Instructions for the task →
Check the data underneath for lines holding the word "nowrap", and state only how many you find.

___

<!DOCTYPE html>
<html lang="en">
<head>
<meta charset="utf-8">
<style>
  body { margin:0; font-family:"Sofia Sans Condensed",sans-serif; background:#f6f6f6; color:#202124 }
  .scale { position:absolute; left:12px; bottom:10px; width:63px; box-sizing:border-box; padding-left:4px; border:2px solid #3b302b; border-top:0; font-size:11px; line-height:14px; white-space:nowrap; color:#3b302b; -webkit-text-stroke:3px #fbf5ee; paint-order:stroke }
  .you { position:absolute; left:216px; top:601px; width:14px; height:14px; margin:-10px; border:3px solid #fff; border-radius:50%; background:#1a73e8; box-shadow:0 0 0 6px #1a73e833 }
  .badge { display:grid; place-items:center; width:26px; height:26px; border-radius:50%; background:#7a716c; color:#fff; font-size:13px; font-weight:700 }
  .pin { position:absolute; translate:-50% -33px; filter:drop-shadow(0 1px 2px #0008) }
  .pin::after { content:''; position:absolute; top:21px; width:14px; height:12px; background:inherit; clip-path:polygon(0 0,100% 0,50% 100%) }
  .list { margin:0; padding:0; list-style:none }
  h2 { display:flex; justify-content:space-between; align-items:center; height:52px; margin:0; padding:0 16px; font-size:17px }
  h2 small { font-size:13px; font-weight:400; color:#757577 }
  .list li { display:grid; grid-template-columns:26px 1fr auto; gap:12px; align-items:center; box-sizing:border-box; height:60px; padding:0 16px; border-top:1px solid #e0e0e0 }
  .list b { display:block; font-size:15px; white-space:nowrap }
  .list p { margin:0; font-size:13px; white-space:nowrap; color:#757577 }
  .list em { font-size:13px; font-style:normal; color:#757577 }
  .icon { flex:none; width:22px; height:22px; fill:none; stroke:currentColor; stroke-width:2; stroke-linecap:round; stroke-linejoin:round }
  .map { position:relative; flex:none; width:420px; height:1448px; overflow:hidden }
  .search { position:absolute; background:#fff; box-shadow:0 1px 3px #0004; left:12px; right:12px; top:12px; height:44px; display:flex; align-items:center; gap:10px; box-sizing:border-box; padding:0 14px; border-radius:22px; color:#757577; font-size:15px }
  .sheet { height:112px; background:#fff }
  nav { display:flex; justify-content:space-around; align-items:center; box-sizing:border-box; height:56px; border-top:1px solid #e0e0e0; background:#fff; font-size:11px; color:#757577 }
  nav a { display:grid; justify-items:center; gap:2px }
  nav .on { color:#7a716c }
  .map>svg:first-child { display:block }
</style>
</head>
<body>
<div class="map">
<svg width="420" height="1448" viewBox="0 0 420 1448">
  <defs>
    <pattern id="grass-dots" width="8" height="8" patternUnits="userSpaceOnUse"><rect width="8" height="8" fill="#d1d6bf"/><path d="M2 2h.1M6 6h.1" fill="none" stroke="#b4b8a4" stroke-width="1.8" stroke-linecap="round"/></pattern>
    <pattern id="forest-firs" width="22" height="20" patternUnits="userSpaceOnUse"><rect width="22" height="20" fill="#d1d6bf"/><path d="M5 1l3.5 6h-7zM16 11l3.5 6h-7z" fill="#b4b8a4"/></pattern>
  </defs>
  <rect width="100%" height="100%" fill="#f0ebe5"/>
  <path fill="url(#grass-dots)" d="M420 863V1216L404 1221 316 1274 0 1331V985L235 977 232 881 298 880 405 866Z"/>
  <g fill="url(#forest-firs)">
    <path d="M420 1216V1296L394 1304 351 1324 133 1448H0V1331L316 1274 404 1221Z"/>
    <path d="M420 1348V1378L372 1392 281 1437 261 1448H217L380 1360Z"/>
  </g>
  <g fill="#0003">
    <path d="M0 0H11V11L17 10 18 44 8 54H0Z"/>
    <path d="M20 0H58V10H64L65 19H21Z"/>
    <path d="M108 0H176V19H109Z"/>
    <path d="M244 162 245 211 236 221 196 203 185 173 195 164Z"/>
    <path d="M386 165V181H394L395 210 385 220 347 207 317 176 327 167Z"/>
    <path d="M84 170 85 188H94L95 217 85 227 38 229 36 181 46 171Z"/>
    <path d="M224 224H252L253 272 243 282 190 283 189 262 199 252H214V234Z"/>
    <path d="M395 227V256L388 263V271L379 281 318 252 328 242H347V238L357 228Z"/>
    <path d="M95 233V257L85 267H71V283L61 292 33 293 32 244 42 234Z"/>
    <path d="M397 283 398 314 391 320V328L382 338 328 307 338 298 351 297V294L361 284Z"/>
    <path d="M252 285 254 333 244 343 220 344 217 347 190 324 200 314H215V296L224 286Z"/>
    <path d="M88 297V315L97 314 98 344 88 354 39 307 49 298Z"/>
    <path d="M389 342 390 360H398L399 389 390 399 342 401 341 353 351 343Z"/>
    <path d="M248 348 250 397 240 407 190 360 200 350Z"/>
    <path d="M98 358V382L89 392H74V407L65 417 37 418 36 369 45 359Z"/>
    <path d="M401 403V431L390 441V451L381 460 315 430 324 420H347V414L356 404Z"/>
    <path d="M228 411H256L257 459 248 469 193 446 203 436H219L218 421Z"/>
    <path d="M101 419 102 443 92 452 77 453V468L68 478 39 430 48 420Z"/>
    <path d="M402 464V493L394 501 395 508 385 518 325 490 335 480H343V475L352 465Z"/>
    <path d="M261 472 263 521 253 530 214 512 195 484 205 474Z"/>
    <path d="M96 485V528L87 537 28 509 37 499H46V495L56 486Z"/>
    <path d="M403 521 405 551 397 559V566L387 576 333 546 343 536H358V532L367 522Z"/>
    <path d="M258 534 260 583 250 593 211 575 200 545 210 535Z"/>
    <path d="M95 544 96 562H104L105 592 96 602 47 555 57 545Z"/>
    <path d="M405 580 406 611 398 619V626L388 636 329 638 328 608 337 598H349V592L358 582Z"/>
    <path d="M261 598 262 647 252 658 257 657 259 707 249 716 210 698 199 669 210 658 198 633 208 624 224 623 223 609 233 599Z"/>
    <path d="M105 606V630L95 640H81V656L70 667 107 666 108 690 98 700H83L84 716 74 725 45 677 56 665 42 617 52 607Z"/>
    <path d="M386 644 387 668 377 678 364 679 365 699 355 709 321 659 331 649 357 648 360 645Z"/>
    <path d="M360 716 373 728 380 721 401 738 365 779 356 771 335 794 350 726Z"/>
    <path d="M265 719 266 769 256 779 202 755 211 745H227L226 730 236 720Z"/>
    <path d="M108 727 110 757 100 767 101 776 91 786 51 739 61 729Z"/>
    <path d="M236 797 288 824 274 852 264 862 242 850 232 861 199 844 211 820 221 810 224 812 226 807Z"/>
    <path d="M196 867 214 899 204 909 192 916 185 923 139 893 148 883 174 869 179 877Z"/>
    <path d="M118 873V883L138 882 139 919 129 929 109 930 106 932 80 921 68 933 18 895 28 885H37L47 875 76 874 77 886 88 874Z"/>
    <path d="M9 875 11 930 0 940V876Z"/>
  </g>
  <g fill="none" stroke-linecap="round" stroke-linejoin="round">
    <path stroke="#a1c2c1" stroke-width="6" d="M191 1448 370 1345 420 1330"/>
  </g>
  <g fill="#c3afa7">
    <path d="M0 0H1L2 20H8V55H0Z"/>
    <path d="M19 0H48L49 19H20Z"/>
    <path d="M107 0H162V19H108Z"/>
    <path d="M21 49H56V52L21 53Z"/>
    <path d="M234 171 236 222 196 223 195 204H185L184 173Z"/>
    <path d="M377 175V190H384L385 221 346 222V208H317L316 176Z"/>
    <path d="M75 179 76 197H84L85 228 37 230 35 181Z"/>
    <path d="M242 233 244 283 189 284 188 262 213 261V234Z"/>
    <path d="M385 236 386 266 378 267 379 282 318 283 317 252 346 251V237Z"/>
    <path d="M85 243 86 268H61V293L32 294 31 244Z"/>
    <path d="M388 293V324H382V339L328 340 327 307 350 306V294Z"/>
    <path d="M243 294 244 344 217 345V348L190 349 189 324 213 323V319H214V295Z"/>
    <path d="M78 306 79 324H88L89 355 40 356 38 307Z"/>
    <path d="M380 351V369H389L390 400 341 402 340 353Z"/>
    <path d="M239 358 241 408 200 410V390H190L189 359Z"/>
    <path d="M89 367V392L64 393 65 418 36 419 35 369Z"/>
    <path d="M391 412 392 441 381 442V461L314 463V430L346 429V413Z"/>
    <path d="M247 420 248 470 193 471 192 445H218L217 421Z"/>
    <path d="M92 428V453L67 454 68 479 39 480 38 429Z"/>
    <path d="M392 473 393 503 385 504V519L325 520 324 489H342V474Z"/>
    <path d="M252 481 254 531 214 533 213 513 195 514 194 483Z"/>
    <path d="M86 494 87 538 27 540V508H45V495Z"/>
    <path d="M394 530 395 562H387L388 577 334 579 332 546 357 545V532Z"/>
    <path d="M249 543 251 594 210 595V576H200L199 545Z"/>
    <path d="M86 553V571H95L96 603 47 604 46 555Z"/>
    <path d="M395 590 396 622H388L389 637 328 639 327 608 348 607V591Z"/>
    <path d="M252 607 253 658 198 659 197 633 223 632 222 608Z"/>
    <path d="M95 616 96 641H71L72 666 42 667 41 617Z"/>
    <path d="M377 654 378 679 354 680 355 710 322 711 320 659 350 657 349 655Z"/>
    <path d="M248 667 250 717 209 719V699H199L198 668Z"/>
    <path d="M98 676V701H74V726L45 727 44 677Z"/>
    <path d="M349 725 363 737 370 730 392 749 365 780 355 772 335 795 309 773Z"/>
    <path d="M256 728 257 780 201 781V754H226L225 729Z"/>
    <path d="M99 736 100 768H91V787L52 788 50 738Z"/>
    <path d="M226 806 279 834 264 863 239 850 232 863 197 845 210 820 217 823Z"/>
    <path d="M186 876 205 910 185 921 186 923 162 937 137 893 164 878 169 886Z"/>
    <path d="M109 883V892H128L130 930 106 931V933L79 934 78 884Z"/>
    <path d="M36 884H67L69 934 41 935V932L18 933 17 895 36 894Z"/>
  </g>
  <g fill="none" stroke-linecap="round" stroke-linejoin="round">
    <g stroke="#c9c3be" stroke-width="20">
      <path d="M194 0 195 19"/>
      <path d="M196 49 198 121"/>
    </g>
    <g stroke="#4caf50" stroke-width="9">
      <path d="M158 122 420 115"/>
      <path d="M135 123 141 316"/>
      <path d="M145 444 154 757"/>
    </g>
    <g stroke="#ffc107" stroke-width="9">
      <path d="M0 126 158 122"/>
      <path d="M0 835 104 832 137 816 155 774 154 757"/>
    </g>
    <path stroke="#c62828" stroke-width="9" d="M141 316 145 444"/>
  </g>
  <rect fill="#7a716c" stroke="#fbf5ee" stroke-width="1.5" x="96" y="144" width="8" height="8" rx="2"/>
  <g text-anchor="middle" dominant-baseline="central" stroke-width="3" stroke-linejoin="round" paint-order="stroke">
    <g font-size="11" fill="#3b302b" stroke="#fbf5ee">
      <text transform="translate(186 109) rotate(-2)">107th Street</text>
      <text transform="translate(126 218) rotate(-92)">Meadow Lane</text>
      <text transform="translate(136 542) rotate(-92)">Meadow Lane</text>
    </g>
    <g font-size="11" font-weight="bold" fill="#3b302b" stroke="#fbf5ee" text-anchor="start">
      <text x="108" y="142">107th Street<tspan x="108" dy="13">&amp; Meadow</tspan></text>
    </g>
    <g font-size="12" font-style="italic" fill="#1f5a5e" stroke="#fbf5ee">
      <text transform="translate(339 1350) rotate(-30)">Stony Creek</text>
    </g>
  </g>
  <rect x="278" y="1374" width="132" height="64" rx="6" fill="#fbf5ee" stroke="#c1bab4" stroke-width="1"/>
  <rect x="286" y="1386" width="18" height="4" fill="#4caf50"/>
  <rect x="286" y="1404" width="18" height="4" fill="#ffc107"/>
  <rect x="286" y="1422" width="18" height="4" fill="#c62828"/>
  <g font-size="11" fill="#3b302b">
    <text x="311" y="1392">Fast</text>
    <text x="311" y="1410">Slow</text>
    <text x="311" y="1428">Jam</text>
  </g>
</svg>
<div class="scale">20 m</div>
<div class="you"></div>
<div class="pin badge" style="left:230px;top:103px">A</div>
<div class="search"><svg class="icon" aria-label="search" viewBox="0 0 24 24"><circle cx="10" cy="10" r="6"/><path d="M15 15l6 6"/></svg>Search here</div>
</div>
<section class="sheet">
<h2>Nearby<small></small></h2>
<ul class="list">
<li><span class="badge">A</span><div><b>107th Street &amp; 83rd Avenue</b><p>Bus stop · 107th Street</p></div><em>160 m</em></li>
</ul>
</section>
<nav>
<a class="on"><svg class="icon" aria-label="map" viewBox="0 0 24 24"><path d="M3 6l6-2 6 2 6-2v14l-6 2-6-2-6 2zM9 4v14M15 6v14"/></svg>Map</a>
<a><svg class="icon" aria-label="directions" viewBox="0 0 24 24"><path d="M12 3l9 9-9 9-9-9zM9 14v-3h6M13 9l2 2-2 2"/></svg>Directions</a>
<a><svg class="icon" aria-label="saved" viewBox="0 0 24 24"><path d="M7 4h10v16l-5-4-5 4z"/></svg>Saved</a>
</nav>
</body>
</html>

___

Written response →
3